## TASK OBJECTIVE
Beginning with the very first line, please reproduce the entries exactly through the line containing "filter:drop-shadow(2px 0 #5a8470)".

## RECORD EXCERPTS
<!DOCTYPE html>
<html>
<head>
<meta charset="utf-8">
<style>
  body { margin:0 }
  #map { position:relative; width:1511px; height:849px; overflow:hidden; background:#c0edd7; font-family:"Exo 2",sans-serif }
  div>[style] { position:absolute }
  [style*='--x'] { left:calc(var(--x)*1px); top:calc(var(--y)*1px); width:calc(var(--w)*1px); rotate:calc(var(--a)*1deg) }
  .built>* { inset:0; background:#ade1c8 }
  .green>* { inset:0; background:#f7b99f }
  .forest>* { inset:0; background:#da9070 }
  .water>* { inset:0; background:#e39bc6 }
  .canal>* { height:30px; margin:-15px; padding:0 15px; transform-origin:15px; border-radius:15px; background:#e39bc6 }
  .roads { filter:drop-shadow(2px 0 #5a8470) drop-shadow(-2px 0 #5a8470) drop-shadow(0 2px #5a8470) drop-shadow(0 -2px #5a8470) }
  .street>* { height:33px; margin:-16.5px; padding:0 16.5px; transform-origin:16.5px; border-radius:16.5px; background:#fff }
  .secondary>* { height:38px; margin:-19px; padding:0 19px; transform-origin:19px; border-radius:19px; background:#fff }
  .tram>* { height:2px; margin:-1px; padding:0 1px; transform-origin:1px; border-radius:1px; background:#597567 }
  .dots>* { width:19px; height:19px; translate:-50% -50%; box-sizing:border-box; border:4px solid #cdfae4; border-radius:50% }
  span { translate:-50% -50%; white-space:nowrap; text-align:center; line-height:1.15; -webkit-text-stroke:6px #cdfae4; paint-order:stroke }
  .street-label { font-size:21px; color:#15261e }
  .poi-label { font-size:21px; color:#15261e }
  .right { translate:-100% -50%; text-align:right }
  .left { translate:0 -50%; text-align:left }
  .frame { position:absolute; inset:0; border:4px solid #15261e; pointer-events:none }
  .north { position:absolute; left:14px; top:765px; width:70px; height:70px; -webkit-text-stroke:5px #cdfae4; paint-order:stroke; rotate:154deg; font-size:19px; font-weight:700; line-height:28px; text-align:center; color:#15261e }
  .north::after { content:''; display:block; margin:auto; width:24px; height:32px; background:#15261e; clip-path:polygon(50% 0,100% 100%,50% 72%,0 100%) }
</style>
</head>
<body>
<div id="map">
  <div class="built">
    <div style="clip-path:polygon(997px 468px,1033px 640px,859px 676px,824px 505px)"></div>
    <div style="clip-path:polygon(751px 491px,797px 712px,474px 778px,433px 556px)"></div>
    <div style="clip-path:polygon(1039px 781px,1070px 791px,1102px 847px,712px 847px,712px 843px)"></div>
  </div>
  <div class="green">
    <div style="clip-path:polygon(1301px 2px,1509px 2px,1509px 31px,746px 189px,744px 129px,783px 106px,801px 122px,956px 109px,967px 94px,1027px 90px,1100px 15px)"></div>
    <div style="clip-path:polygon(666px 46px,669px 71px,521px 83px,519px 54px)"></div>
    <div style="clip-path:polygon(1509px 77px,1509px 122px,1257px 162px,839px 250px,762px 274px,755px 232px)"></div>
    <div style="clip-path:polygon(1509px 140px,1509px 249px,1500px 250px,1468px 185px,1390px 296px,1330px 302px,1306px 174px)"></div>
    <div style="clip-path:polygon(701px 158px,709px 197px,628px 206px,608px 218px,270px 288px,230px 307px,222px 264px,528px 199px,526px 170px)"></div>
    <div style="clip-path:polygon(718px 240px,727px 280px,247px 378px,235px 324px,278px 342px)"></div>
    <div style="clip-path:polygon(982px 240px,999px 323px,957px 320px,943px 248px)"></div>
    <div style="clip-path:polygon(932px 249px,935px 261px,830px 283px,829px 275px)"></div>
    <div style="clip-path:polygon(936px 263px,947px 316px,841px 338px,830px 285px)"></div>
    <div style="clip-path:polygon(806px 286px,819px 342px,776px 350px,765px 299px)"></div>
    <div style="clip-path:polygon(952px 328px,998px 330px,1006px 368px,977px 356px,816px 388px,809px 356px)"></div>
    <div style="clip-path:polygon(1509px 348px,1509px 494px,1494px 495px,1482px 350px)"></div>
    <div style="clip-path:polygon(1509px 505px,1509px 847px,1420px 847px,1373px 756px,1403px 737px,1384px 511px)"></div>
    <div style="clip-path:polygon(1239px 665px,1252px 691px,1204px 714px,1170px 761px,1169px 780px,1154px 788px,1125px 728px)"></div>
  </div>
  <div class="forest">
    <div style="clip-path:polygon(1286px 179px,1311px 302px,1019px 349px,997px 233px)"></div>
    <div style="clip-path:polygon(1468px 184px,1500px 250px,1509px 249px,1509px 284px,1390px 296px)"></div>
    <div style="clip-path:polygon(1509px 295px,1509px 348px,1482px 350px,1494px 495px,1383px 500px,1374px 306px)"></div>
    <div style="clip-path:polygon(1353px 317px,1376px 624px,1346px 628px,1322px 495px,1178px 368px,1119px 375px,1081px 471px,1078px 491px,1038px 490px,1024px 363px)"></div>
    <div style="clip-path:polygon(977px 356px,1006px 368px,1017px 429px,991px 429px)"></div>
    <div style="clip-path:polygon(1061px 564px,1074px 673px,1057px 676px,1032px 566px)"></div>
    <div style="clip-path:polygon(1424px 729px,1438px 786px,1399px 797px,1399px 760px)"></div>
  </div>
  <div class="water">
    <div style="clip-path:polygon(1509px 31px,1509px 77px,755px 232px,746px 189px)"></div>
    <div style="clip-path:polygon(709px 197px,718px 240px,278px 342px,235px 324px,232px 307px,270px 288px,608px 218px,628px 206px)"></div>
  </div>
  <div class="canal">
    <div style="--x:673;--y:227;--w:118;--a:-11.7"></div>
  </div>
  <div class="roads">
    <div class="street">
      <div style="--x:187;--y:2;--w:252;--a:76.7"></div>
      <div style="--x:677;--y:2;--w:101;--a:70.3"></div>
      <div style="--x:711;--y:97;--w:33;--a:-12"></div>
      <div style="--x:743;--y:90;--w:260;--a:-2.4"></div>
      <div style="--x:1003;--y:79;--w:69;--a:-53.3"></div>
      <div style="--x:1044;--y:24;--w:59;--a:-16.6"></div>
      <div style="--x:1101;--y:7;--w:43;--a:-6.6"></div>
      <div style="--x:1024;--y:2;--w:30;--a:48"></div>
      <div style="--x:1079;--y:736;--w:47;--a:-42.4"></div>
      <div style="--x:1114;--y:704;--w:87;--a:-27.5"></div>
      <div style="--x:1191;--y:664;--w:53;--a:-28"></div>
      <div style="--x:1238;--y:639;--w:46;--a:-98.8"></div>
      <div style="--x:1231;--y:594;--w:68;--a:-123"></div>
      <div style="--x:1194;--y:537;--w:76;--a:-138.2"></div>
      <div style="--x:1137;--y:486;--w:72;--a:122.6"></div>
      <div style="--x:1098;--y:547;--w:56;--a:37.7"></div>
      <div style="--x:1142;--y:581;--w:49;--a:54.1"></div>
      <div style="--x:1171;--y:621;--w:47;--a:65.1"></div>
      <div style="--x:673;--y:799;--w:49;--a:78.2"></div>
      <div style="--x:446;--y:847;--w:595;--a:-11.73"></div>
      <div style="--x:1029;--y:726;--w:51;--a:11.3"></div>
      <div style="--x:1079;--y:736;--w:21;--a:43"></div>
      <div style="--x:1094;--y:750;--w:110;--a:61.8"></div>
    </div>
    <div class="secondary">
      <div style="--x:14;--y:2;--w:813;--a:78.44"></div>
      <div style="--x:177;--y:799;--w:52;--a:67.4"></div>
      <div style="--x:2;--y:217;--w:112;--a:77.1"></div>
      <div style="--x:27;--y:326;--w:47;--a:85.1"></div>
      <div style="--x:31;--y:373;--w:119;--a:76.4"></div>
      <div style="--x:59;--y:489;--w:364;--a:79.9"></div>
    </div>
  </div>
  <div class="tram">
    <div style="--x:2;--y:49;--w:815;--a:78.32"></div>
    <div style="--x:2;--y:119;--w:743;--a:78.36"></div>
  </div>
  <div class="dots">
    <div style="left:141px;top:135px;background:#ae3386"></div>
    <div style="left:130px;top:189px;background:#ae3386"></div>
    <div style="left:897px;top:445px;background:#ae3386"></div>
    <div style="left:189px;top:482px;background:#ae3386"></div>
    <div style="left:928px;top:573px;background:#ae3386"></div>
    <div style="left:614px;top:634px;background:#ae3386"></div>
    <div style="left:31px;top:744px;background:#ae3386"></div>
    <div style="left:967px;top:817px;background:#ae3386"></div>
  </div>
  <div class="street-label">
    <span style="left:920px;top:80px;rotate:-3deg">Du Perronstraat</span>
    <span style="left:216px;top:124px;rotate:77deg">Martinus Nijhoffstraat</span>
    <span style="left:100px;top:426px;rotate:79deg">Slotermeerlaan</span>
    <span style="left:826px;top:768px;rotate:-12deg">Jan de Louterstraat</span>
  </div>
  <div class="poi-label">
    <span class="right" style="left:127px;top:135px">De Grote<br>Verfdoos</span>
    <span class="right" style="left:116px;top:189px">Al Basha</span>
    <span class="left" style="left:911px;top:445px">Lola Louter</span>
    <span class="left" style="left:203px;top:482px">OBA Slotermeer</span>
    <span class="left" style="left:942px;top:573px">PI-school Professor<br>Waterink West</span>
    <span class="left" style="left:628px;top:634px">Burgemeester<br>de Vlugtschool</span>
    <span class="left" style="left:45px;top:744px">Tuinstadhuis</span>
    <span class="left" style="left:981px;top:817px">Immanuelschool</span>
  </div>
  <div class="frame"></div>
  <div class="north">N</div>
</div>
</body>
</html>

## ANSWER SPACE
<!DOCTYPE html>
<html>
<head>
<meta charset="utf-8">
<style>
  body { margin:0 }
  #map { position:relative; width:1511px; height:849px; overflow:hidden; background:#c0edd7; font-family:"Exo 2",sans-serif }
  div>[style] { position:absolute }
  [style*='--x'] { left:calc(var(--x)*1px); top:calc(var(--y)*1px); width:calc(var(--w)*1px); rotate:calc(var(--a)*1deg) }
  .built>* { inset:0; background:#ade1c8 }
  .green>* { inset:0; background:#f7b99f }
  .forest>* { inset:0; background:#da9070 }
  .water>* { inset:0; background:#e39bc6 }
  .canal>* { height:30px; margin:-15px; padding:0 15px; transform-origin:15px; border-radius:15px; background:#e39bc6 }
  .roads { filter:drop-shadow(2px 0 #5a8470) drop-shadow(-2px 0 #5a8470) drop-shadow(0 2px #5a8470) drop-shadow(0 -2px #5a8470) }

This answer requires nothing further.